1. 2

    It is nice to see a data compression example that is both easy to follow (with the blog post in hand) and not trivial.

    Also, it is great that he links to the blog posts of ryg and cbloom which contain lots of practical knowledge.

    The code is set up to test using enwik8. It is easy to end up optimizing for a specific type of data which might inversely affect the results on other types, so I would suggest testing with some non-text data sets as well if he isn’t already (perhaps the Silesia corpus, which contains various types of data).

    1. 3

      Compressing enwik8 took 22 seconds, a quick hack to try and compress silesia.tar which is roughly twice as big, took almost 2 minutes to compress and segfaults on decompression. A good indication it needs some testing on other types of data.

    1. 2

      I think the amount of discussion about the hows and whys and portability of small things like resolving dependencies is a good argument for using something like Meson, at least for non-trivial projects:

      project('foobar', 'c')
      cc = meson.get_compiler('c')
      m_dep = cc.find_library('m', required : false)
      executable('foobar', 'main.c', 'foo.c', 'bar.c', dependencies : m_dep)
      
      1. 2

        One could argue from the C language perspective it’s not technically a buffer overflow unless b1 happens to be placed near the end of the memory object allocated from the system.
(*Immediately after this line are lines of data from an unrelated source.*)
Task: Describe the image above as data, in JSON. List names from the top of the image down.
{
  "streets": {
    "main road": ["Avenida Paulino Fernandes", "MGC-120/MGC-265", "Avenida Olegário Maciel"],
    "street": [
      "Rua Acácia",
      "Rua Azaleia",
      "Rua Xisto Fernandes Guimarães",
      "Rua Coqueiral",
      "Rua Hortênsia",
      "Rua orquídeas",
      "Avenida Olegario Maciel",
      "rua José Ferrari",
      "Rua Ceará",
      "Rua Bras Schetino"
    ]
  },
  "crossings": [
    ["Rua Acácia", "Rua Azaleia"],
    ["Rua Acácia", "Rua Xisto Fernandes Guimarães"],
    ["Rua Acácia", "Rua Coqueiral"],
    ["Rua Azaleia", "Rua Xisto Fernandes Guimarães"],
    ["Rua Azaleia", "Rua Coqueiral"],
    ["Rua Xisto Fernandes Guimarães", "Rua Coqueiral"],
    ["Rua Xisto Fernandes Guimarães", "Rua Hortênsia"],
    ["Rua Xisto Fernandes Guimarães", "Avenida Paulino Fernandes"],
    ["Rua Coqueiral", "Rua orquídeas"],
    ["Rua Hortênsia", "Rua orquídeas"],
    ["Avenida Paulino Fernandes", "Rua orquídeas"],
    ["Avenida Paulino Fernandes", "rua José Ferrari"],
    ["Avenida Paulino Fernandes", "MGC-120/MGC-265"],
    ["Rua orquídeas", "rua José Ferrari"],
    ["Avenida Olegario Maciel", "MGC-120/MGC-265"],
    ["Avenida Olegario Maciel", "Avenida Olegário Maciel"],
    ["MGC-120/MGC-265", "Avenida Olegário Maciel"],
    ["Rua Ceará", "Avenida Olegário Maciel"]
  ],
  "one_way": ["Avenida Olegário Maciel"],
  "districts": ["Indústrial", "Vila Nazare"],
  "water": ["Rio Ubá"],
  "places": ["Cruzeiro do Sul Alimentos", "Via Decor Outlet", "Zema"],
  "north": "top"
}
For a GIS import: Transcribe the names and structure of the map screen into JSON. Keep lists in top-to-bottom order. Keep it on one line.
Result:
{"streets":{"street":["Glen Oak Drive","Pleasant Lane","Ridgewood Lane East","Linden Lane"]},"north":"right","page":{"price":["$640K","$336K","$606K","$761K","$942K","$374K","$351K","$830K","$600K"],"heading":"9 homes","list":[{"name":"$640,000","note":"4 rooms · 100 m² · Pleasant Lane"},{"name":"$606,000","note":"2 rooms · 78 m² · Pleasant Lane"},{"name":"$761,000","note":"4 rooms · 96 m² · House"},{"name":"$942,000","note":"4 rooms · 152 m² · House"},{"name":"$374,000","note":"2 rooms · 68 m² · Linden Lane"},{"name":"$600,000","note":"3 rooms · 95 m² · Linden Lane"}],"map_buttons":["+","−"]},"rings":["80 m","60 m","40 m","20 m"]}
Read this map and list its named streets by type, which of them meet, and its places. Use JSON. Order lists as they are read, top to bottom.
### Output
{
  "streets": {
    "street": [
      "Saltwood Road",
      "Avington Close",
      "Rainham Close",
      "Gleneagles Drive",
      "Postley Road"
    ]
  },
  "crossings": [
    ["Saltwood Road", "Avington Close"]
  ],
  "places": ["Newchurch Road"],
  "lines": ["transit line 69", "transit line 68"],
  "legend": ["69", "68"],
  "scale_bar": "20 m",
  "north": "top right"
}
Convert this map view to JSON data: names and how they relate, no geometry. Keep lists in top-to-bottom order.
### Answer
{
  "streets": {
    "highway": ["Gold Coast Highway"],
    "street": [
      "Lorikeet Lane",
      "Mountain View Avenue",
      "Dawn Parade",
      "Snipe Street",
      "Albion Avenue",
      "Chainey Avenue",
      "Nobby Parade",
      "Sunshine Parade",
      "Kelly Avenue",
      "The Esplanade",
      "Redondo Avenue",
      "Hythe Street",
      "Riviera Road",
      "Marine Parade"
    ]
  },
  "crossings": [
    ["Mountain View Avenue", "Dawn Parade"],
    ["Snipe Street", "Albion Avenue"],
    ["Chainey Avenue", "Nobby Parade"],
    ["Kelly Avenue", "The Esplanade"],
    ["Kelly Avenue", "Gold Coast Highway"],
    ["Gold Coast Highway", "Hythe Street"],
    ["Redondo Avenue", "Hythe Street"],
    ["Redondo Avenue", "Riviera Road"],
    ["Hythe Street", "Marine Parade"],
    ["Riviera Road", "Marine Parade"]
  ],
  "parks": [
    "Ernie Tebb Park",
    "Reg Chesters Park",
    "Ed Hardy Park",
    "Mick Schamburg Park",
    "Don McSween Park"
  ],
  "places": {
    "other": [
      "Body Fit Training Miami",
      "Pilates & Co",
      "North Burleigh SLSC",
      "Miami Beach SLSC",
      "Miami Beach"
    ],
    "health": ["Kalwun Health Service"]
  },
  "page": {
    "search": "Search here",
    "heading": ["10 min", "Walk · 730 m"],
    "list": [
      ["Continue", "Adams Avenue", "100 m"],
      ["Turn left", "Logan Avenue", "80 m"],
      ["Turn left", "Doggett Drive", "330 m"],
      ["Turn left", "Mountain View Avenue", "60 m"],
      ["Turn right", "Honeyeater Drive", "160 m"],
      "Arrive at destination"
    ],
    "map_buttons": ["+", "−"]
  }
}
        It is a violation of the logic the pool allocator implements, which address sanitizer cannot possibly know about – it is entirely possible to imagine a valid program that would allocate an area of memory and write possibly overlapping strings into it.

        Don’t get me wrong, it is a buffer overflow at the program level in this case, and it seems like a good idea to be able to somehow mark the areas that are logical units to be able to catch this.

        1. 2

          Fuzzing is a fantastic tool for anything that parses or processes input. Another fuzzer worth checking out is LLVM’s libFuzzer, which is a simple way to do in-process fuzzing, and can be combined with for instance address sanitizer.

          I sometimes add a conditional block with the fuzz target function at the end of the source file that does the processing, so it is easy to build and start fuzzing when you make changes. See for instance the one in tinf.

          For Windows people, libFuzzer runs on WSL, and the latest builds of clang targeting MSVC also started including support.

          1. 1

            Didn’t know about Robson traversal (mentioned at the end). Another algorithm using O(1) space is Morris traversal which is conceptually quite simple. There was a nice explanation of it in Nicholas Ormrod’s talk at CppCon 2017.

            1. 2

              https://www.geeksforgeeks.org/inorder-tree-traversal-without-recursion-and-without-stack/ is a good description of the Morris traversal.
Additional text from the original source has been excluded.